In particolare, l’appalto per la pulizia del mercato Esquilino, a Roma, sarebbe stato garantito in cambio della “protezione”, in Calabria, alle cooperative della ‘cupola’ che si occupano dell’assistenza ai migranti. Secondo l’accusa, gli arrestati assicuravano il collegamento tra alcune cooperative gestite da Buzzi, sotto il controllo di Carminati (attualmente detenuto in regime di 41bis nel carcere di Parma), e la cosca Mancuso di Limbadi (Vibo Valentia), uno dei clan più potenti della ‘ndrangheta, egemone nel vibonese e protagonista del narcotraffico internazionale anche grazie a legami diretti in Colombia.
Secondo i magistrati del Riesame, Carminati e Salvatore Buzzi aveva costituito la coop Santo Stefano, onlus destinata a gestire proprio l’appalto per la pulizia del mercato Esquilino.
“La nascita della cooperativa – si legge nel provvedimento – avrebbe costituito la conferma del rapporto tra l’associazione mafiosa romana e il clan Mancuso che aveva già portato a proficui affari in Calabria”. Rotolo e Ruggiero “sarebbero stati di fatto accreditati su richiesta di Buzzi presso la famiglia Mancuso che come proprio referente per le attività a Roma aveva indicato l’imprenditore Giovanni Campenni“.
Già nella prima fase dell’operazione Mafia capitale era stato perquisito Campennì ed erano emersi, secondo gli inquirenti, gli interessi comuni dei due sodalizi mafiosi ed in particolare, dal luglio 2014, come Buzzi, con l’assenso di Carminati, avesse affidato la gestione dell’appalto per la pulizia del mercato Esquilino di Roma a Campennì, mediante appunto la creazione della Santo Stefano.

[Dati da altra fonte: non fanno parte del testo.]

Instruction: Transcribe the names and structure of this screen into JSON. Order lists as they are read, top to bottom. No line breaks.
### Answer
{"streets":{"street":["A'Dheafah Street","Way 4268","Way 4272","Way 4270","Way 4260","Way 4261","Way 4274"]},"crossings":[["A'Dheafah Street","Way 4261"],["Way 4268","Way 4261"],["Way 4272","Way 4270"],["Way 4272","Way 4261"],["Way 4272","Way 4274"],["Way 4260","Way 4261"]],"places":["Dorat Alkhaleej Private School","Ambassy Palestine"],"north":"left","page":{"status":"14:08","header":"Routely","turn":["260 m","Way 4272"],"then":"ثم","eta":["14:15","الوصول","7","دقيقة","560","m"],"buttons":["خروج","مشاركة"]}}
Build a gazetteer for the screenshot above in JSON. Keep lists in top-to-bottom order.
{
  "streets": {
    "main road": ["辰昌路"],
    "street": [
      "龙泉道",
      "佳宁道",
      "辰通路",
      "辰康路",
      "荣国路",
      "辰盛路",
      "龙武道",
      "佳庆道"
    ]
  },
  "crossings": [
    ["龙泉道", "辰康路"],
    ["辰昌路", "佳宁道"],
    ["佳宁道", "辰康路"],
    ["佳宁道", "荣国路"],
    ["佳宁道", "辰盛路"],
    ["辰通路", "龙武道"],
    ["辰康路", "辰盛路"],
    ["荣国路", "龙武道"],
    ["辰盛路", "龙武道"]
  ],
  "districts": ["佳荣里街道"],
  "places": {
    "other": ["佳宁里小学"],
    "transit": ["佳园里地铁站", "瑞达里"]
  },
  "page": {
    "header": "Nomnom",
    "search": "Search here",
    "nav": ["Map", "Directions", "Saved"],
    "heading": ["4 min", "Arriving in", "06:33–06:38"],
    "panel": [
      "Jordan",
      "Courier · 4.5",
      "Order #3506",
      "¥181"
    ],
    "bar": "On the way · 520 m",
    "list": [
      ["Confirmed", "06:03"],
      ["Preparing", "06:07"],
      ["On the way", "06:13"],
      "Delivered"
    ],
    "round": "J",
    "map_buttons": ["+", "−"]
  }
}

Rotolo e Ruggeri, secondo i magistrati del Riesame, “sono soggetti pericolosi per la collettività e da sempre gravitanti nell’ambito di organizzazioni criminali organizzate”. Nel provvedimento di oltre 40 pagine, i giudici ricostruiscono la storia criminale dei due a cui viene contestata l’associazione a delinquere di stampo mafioso. Parlando di Ruggiero, in particolare, il tribunale scrive che “sin dagli anni ’90 aveva frequentazioni con elementi di spicco della ‘ndrangheta calabrese e in particolare con Girolamo Mole detto U Gangiu” mentre Rotolo “risulta collegato, e non solo per ragioni di parentela, con il clan Piromalli di Gioia Tauro“. Per il Riesame, “entrambi gli indagati trasferitisi a Roma non hanno evidentemente perduto i contatti con la criminalità organizzata calabrese tanto da avere accettato l’incarico da parte di Buzzi di prendere contatto con la cosca Mancuso di Limbadi”. Per i magistrati romani, i due “avevano a disposizione anche armi”.